Historicamente, a passagem para esta fase envolve a imposição vertical da autoridade civil, o que implica riscos, já que afeta negativamente a preferência das elites militares em ter autonomia política. O Brasil historicamente optou pela acomodação de interesses entre elites políticas conservadores e elites militares. Ao invés de uma imposição da liderança civil nesta área, a transição democrática implicou a manutenção da influência política de militares que haviam integrado o regime militar (Arturi, 2001). Devido ao efeito de dependência em relação à trajetória que os estudos sobre desenvolvimento econômico assinalam, é mais difícil sair deste lugar, uma vez que os interesses e as dinâmicas tenham se consolidado nesta área. Isto não significa que o Brasil tenha perdido a sua vez na fila, mas sim que os custos para democratizar as relações entre civis e militares são mais altos fora de períodos de conjunturas críticas e momentos formativos.

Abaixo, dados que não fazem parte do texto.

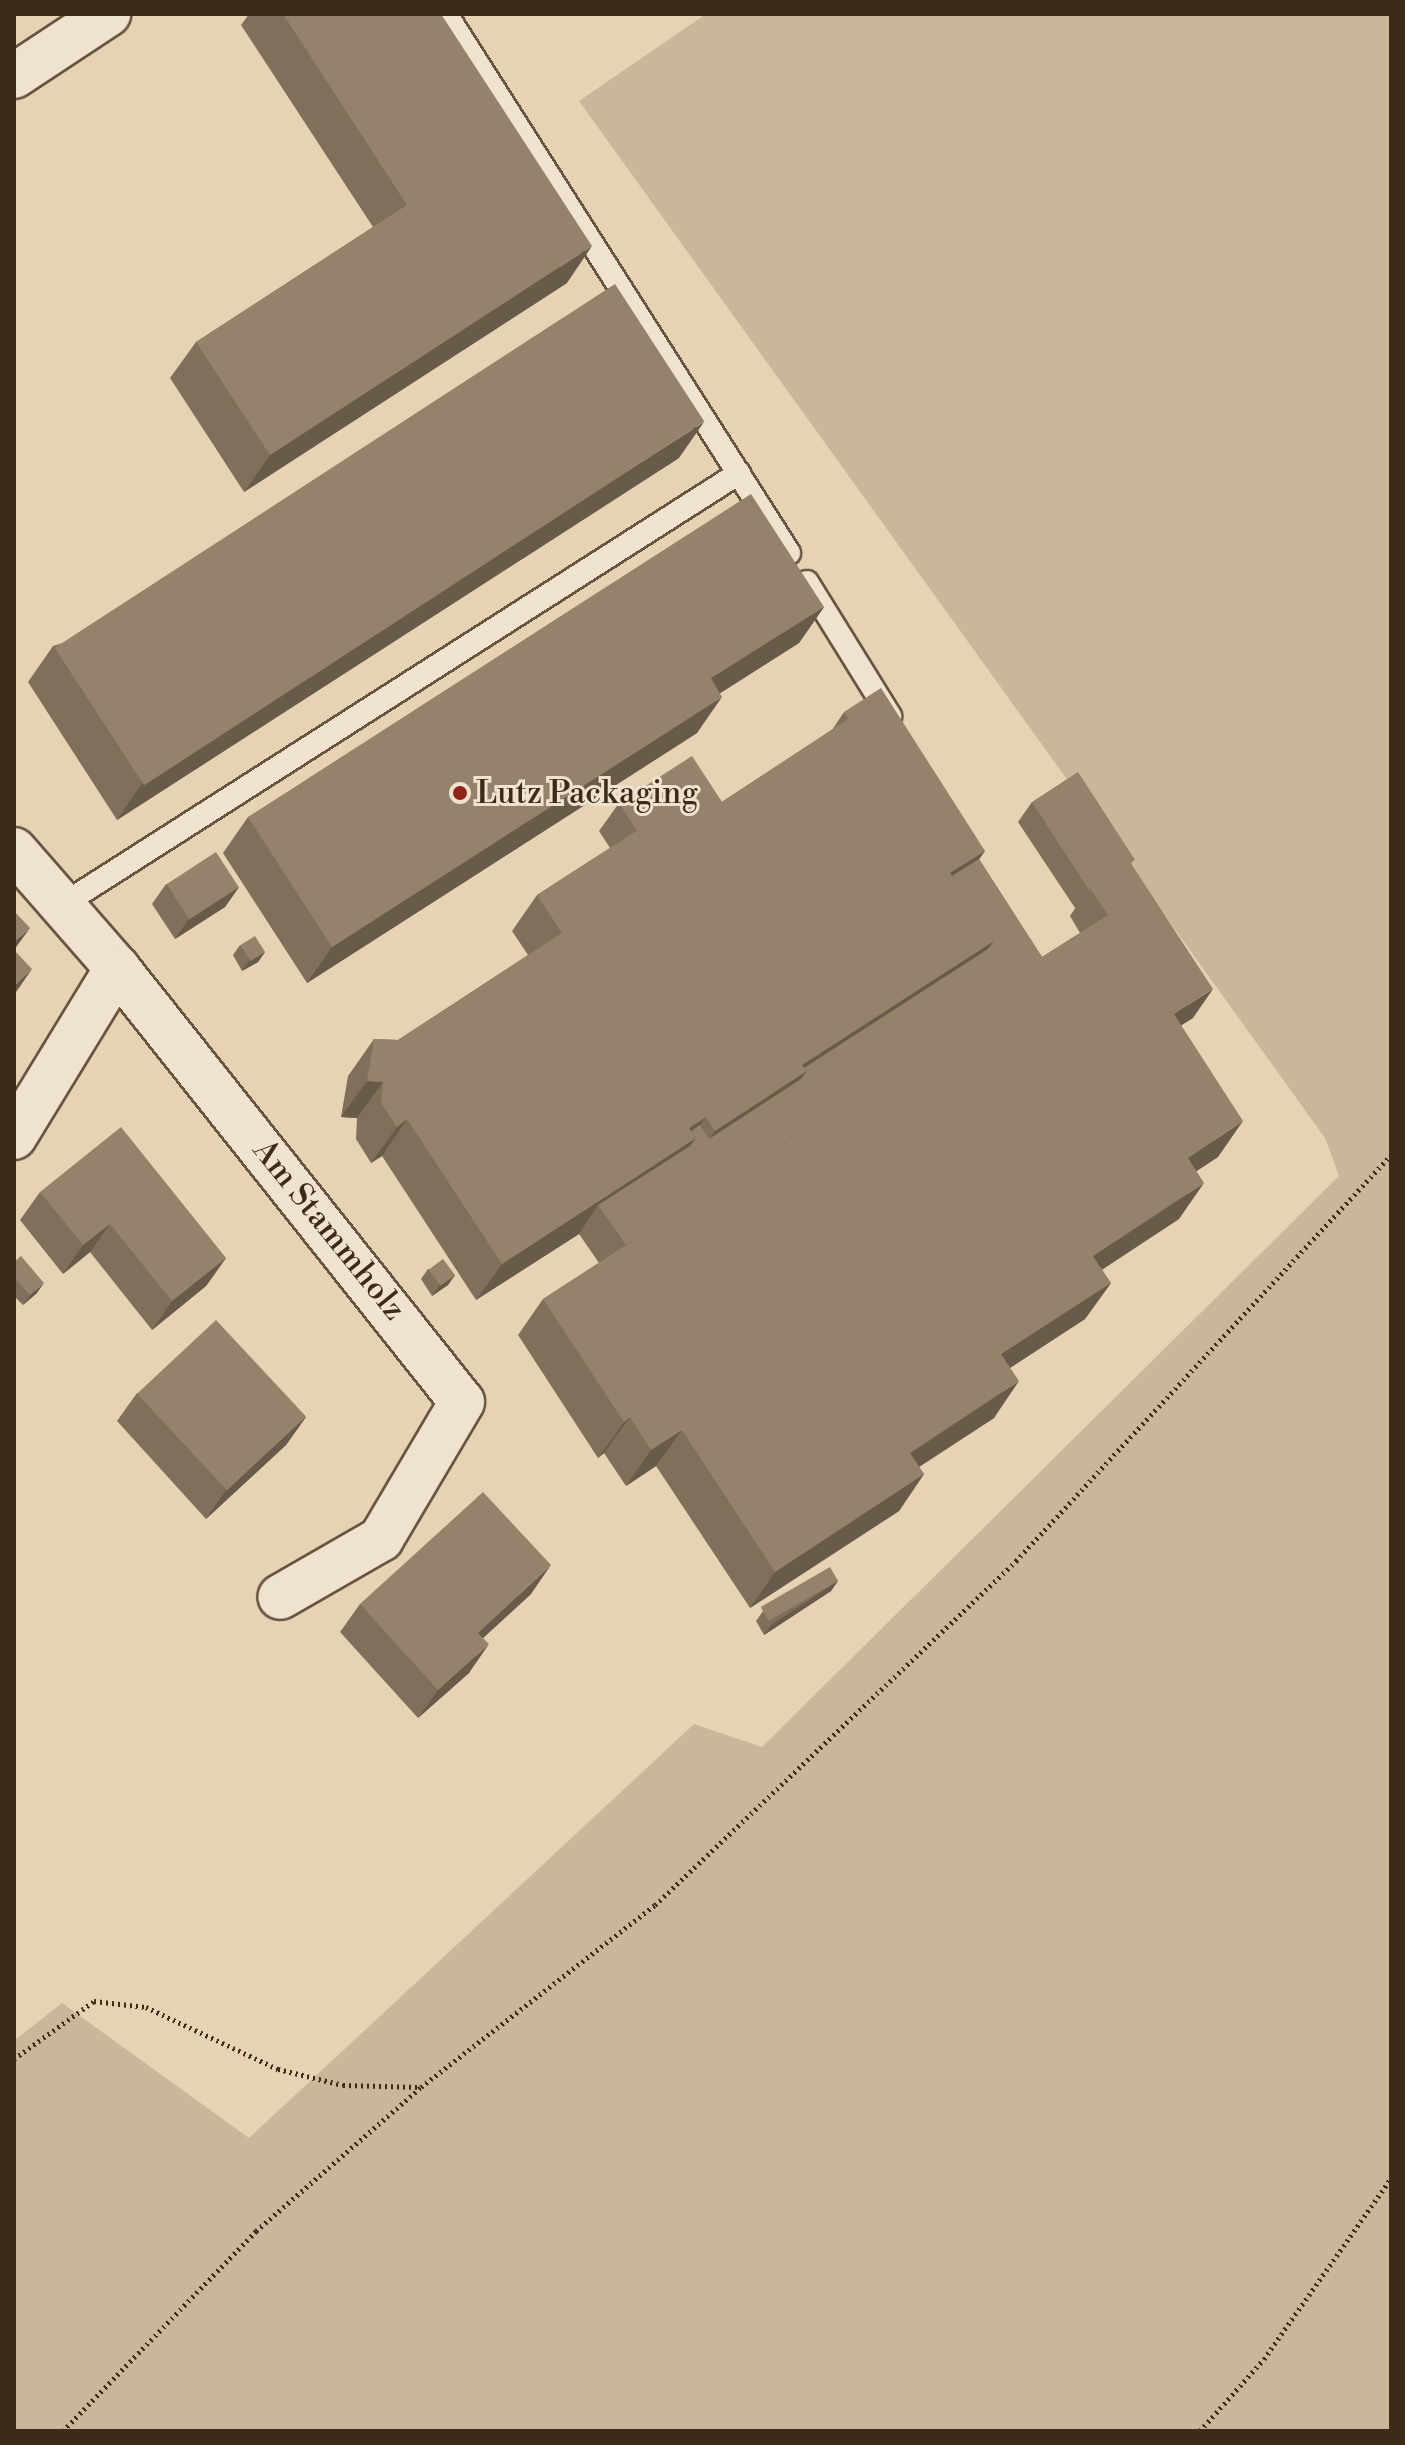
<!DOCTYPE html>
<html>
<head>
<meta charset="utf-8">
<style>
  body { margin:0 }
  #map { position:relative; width:1405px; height:2445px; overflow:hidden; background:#e7d2b4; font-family:"Libre Bodoni",serif }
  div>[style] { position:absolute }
  .green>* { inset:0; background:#cab69a }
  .path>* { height:5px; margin-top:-2.5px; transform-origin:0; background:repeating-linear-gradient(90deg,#3c2b19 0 2px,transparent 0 6px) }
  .roads { filter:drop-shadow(2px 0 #675540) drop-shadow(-2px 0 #675540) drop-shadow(0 2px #675540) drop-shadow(0 -2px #675540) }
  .service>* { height:22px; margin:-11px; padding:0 11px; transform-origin:11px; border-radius:11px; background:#efe2ce }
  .minor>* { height:44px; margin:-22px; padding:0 22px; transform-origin:22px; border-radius:22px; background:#efe2ce }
  .wall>* { inset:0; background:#80705b }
  .shaded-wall>* { inset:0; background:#685b4a }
  .building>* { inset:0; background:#95826a; transform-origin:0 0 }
  .dots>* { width:22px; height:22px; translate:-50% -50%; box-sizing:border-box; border:4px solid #efe2ce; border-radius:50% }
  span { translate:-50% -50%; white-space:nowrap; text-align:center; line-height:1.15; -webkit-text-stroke:6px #efe2ce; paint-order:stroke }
  .poi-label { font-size:32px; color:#3c2b19 }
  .left { translate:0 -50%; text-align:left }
  .street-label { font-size:32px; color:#3c2b19 }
  .frame { position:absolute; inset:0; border:16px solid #3c2b19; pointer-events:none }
</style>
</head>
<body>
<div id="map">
  <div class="green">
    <i style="clip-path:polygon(706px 14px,1391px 14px,1391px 2431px,14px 2431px,14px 2041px,62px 2003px,249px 2138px,694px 1724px,762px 1747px,1339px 1176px,1325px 1138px,579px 101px)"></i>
  </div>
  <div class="path">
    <i style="left:14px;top:2059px;width:99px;rotate:-35.9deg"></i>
    <i style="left:94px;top:2001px;width:52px;rotate:6.6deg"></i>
    <i style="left:146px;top:2007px;width:146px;rotate:25.2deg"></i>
    <i style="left:278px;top:2069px;width:67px;rotate:13.8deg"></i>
    <i style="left:343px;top:2085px;width:77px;rotate:1.5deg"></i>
    <i style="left:63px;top:2431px;width:278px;rotate:-46deg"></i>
    <i style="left:256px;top:2231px;width:219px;rotate:-41.1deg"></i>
    <i style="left:421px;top:2087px;width:296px;rotate:-37.9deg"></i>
    <i style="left:655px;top:1905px;width:499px;rotate:-43.6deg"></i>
    <i style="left:1016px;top:1561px;width:553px;rotate:-47.27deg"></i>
    <i style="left:1200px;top:2431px;width:96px;rotate:-48.4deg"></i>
    <i style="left:1264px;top:2359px;width:221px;rotate:-54.9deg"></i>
  </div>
  <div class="roads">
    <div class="service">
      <i style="left:446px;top:14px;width:639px;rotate:57.53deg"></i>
      <i style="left:807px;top:582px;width:158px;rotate:58.2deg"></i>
      <i style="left:62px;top:905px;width:803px;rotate:-32.54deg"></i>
    </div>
    <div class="minor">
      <i style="left:14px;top:76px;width:113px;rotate:-33.4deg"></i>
      <i style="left:14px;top:850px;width:157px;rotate:48.9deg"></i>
      <i style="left:117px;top:968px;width:554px;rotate:51.52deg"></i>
      <i style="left:462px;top:1402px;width:159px;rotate:120.6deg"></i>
      <i style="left:381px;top:1539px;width:116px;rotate:150.1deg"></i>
      <i style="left:14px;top:1137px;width:198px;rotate:-58.6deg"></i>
    </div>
  </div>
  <div class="wall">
    <i style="clip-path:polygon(249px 14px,441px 14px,567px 283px,244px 492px,170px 378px,196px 342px,373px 227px,241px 25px)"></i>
    <i style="clip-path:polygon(679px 458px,117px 820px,28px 682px,53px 646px)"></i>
    <i style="clip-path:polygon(824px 607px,799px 643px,720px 693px,697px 733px,307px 983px,223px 853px,248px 817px)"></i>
    <i style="clip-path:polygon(844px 712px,985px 851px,979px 859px,1042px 957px,1080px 933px,1070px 916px,1076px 907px,1075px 908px,1018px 822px,1032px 802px,1135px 859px,1131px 863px,1193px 1018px,1181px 1025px,1218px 1157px,1196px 1171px,1179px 1219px,1102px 1270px,1111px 1283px,1085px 1319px,1010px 1368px,994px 1418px,919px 1467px,924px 1474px,899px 1511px,750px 1608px,656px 1466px,626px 1486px,604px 1453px,598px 1458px,518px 1335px,543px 1299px,599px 1263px,579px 1234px,476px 1300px,382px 1156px,371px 1163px,356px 1139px,357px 1118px,341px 1117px,348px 1076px,374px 1039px,398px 1040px,528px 955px,512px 931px,537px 895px,610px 848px,599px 831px,619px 803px,722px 802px,832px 730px)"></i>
    <i style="clip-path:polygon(166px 884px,239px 887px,225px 907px,175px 939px,152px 904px)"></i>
    <i style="clip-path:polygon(240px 945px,265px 952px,258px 962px,242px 971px,233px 955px)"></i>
    <i style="clip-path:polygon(40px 1192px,226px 1258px,206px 1286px,152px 1330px,90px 1252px,63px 1274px,20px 1220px)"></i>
    <i style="clip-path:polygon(14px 1262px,37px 1293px,23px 1305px,14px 1296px)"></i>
    <i style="clip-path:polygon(428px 1269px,455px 1275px,448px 1285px,432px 1296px,421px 1279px)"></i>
    <i style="clip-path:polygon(137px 1393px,306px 1417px,286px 1445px,206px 1519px,117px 1421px)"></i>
    <i style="clip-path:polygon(838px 1581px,831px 1591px,764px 1635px,756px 1621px,763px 1611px)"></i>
    <i style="clip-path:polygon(531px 1594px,483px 1638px,469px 1673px,418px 1718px,340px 1632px,360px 1604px)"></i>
  </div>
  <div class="shaded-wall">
    <i style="clip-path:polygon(592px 246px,567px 283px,244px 492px,270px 455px)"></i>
    <i style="clip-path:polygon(704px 422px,679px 458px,117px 820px,142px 783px)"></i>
    <i style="clip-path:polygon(824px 607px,799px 643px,686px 715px,711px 678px)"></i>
    <i style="clip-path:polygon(722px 697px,697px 733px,307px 983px,332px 947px)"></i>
    <i style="clip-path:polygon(985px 851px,959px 887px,950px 873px)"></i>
    <i style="clip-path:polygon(239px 887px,225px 907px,175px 939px,188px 920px)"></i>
    <i style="clip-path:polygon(30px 928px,14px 950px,14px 942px)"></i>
    <i style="clip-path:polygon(994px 941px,968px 977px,690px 1167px,715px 1131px,802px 1065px)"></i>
    <i style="clip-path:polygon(265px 952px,258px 962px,242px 971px,249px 961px)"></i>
    <i style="clip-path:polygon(32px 969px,14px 995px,14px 986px)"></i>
    <i style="clip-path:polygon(1213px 989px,1193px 1018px,1087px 1085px,1107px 1057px)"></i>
    <i style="clip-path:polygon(367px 1081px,383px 1082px,357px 1118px,341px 1117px)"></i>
    <i style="clip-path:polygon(706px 1117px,688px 1142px,689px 1128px)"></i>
    <i style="clip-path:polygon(407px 1119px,382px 1156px,371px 1163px,397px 1127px)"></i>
    <i style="clip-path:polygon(1243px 1121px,1218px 1157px,1162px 1194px,1188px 1158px)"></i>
    <i style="clip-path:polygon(696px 1138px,671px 1174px,598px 1205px,579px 1234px,476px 1300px,502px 1264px)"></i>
    <i style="clip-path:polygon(1204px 1183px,1179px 1219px,1067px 1292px,1093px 1256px)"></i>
    <i style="clip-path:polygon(110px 1224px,90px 1252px,63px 1274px,83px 1245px)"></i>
    <i style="clip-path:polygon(226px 1258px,206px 1286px,152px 1330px,172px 1301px)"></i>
    <i style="clip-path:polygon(455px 1275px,448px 1285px,432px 1296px,439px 1286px)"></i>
    <i style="clip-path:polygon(44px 1283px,37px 1293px,23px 1305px,30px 1295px)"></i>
    <i style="clip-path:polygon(1111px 1283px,1085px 1319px,976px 1390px,1001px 1354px)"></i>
    <i style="clip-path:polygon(1019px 1381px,994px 1418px,885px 1489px,910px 1453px)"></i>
    <i style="clip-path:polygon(306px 1417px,286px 1445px,206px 1519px,226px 1490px)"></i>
    <i style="clip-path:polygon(630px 1417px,604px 1453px,598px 1458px,624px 1422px)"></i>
    <i style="clip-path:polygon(682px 1430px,656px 1466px,626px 1486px,651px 1450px)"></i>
    <i style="clip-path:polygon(924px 1474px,899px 1511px,750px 1608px,775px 1572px)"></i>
    <i style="clip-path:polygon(551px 1565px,531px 1594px,458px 1661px,478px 1633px)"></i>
    <i style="clip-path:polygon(838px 1581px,831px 1591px,764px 1635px,771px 1625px)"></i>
    <i style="clip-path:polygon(489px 1644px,469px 1673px,418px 1718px,438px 1690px)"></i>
  </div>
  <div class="building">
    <i style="clip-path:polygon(283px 14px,441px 14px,592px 246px,270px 455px,196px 342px,407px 205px)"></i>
    <i style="left:615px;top:284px;width:164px;height:668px;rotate:57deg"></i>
    <i style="clip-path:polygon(751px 494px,824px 607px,711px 678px,722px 697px,332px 947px,248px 817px)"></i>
    <i style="clip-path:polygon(881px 688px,985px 851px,950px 873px,994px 941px,802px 1065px,807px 1071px,715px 1131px,706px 1117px,689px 1128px,696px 1138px,502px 1264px,407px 1119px,397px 1127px,381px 1103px,383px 1082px,367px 1081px,374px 1039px,398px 1040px,562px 933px,537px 895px,644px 826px,656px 845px,848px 719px,844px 712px)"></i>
    <i style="clip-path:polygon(692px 756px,722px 802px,656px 845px,644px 826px,637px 831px,619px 803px)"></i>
    <i style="left:1078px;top:772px;width:104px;height:55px;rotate:57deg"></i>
    <i style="left:216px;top:852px;width:42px;height:59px;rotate:57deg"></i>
    <i style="clip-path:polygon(979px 859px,1042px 957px,1108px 915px,1090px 888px,1130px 862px,1213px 989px,1174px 1014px,1172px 1011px,1112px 1049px,1058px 965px,626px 1245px,598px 1205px,690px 1146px,696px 1138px,691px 1131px,700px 1125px,709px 1139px,801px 1079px,807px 1071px,804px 1068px,988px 949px,994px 941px,952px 876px)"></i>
    <i style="clip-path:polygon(14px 911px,30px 928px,14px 942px)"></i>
    <i style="left:255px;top:936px;width:19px;height:17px;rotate:58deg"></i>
    <i style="clip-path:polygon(14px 950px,32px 969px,14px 986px)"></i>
    <i style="clip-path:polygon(1058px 965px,1112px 1049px,1172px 1011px,1243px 1121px,1188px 1158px,1204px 1183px,1093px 1256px,1111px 1283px,1001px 1354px,1019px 1381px,910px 1453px,924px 1474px,775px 1572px,682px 1430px,651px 1450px,630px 1417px,624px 1422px,543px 1299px)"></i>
    <i style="clip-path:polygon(121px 1127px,226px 1258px,172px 1301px,110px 1224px,83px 1245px,40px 1192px)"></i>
    <i style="clip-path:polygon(21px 1256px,44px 1283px,30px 1295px,14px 1278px,14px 1262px)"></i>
    <i style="left:443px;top:1259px;width:20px;height:18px;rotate:53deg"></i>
    <i style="left:216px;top:1320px;width:132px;height:108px;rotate:47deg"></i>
    <i style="clip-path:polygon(483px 1492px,551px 1565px,478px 1633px,489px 1644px,438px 1690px,360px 1604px)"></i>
    <i style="left:830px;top:1567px;width:16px;height:80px;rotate:60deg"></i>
  </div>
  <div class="dots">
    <i style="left:460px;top:793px;background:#8f2418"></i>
  </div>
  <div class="poi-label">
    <span class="left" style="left:476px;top:793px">Lutz Packaging</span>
  </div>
  <div class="street-label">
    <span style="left:329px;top:1230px;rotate:51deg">Am Stammholz</span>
  </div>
  <div class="frame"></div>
</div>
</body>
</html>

O segundo tipo de reformas diz respeito à consolidação dos parâmetros institucionais democráticos, incluindo a disponibilidade de recursos materiais para o exercício da autoridade civil nas políticas de defesa e a responsabilização por desvios de condutas ou crimes relativos à profissão militar (Cottey; Edmunds; Forster, 2002). Ou seja, trata-se de tornar efetivas as regras/instituições de controle civil que foram criadas na etapa. Em outras palavras, é fazer funcionar as instituições de controle das atividades militares e tornar as forças armadas responsivas às diretrizes estabelecidas pelas autoridades políticas.
O Brasil havia se encaminhado há mais de uma década para as reformas de segunda geração, quando o Ministério da Defesa, presidido por um civil (Nelson Jobim, 2007-2011), teve as suas estruturas fortalecidas em detrimento do poder corporativo dos comandantes militares. Durante este período, medidas importantes foram realizadas como a modificação do sistema de promoções dos oficiais-generais e da elaboração orçamentária, sobre as quais anteriormente o Ministro da Defesa não tinha autoridade, além de criar um Estado-Maior Conjunto das Forças Armadas na mesma linha hierárquica que os comandantes militares (Lei Complementar n. 136/2020). Porém, faltou recheio a essas modificações legais.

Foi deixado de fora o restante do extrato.